Stored data:
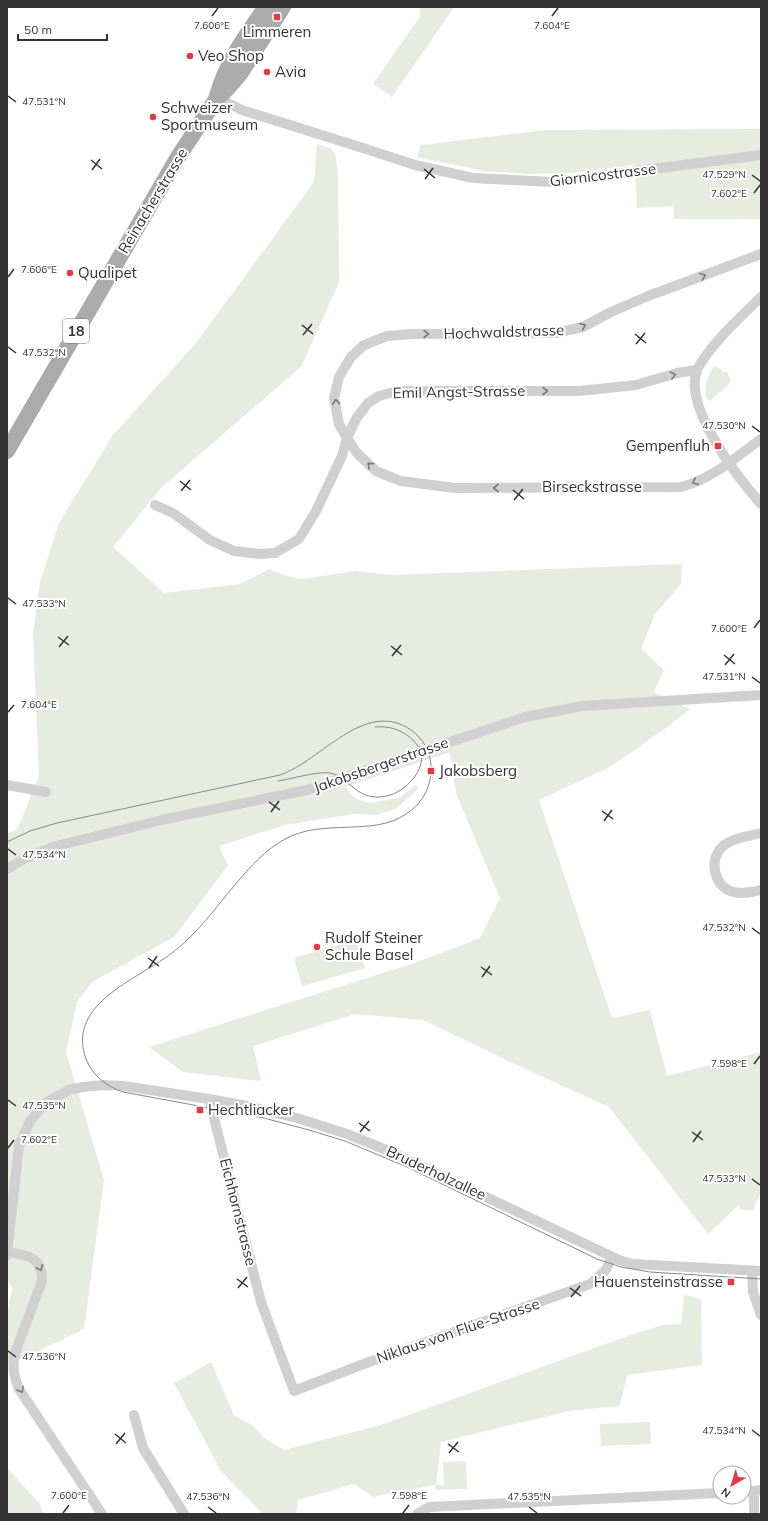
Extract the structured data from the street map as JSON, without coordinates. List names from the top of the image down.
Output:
{
  "streets": {
    "main road": ["Reinacherstrasse", "18"],
    "street": [
      "Giornicostrasse",
      "Hochwaldstrasse",
      "Emil Angst-Strasse",
      "Birseckstrasse",
      "Jakobsbergerstrasse",
      "Bruderholzallee",
      "Eichhornstrasse",
      "Niklaus von Flüe-Strasse"
    ]
  },
  "crossings": [
    ["Giornicostrasse", "Reinacherstrasse"],
    ["Hochwaldstrasse", "Emil Angst-Strasse"],
    ["Hochwaldstrasse", "Birseckstrasse"],
    ["Emil Angst-Strasse", "Birseckstrasse"],
    ["Bruderholzallee", "Eichhornstrasse"],
    ["Bruderholzallee", "Niklaus von Flüe-Strasse"],
    ["Eichhornstrasse", "Niklaus von Flüe-Strasse"]
  ],
  "one_way": ["Hochwaldstrasse", "Emil Angst-Strasse", "Birseckstrasse"],
  "places": {
    "transit": [
      "Limmeren",
      "Gempenfluh",
      "Jakobsberg",
      "Hechtliacker",
      "Hauensteinstrasse"
    ],
    "other": [
      "Veo Shop",
      "Avia",
      "Schweizer Sportmuseum",
      "Qualipet",
      "Rudolf Steiner Schule Basel"
    ]
  },
  "scale_bar": "50 m",
  "north": "bottom left",
  "coordinates": [
    "7.606°E",
    "7.604°E",
    "47.531°N",
    "47.529°N",
    "7.602°E",
    "47.532°N",
    "47.530°N",
    "47.533°N",
    "7.600°E",
    "47.534°N",
    "7.598°E",
    "47.535°N",
    "47.536°N"
  ]
}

ASSIGNMENT:
Copy out the data above exactly, except the pictures.

EXERCISE ANSWER:
Extract the structured data from the street map as JSON, without coordinates. List names from the top of the image down.
Output:
{
  "streets": {
    "main road": ["Reinacherstrasse", "18"],
    "street": [
      "Giornicostrasse",
      "Hochwaldstrasse",
      "Emil Angst-Strasse",
      "Birseckstrasse",
      "Jakobsbergerstrasse",
      "Bruderholzallee",
      "Eichhornstrasse",
      "Niklaus von Flüe-Strasse"
    ]
  },
  "crossings": [
    ["Giornicostrasse", "Reinacherstrasse"],
    ["Hochwaldstrasse", "Emil Angst-Strasse"],
    ["Hochwaldstrasse", "Birseckstrasse"],
    ["Emil Angst-Strasse", "Birseckstrasse"],
    ["Bruderholzallee", "Eichhornstrasse"],
    ["Bruderholzallee", "Niklaus von Flüe-Strasse"],
    ["Eichhornstrasse", "Niklaus von Flüe-Strasse"]
  ],
  "one_way": ["Hochwaldstrasse", "Emil Angst-Strasse", "Birseckstrasse"],
  "places": {
    "transit": [
      "Limmeren",
      "Gempenfluh",
      "Jakobsberg",
      "Hechtliacker",
      "Hauensteinstrasse"
    ],
    "other": [
      "Veo Shop",
      "Avia",
      "Schweizer Sportmuseum",
      "Qualipet",
      "Rudolf Steiner Schule Basel"
    ]
  },
  "scale_bar": "50 m",
  "north": "bottom left",
  "coordinates": [
    "7.606°E",
    "7.604°E",
    "47.531°N",
    "47.529°N",
    "7.602°E",
    "47.532°N",
    "47.530°N",
    "47.533°N",
    "7.600°E",
    "47.534°N",
    "7.598°E",
    "47.535°N",
    "47.536°N"
  ]
}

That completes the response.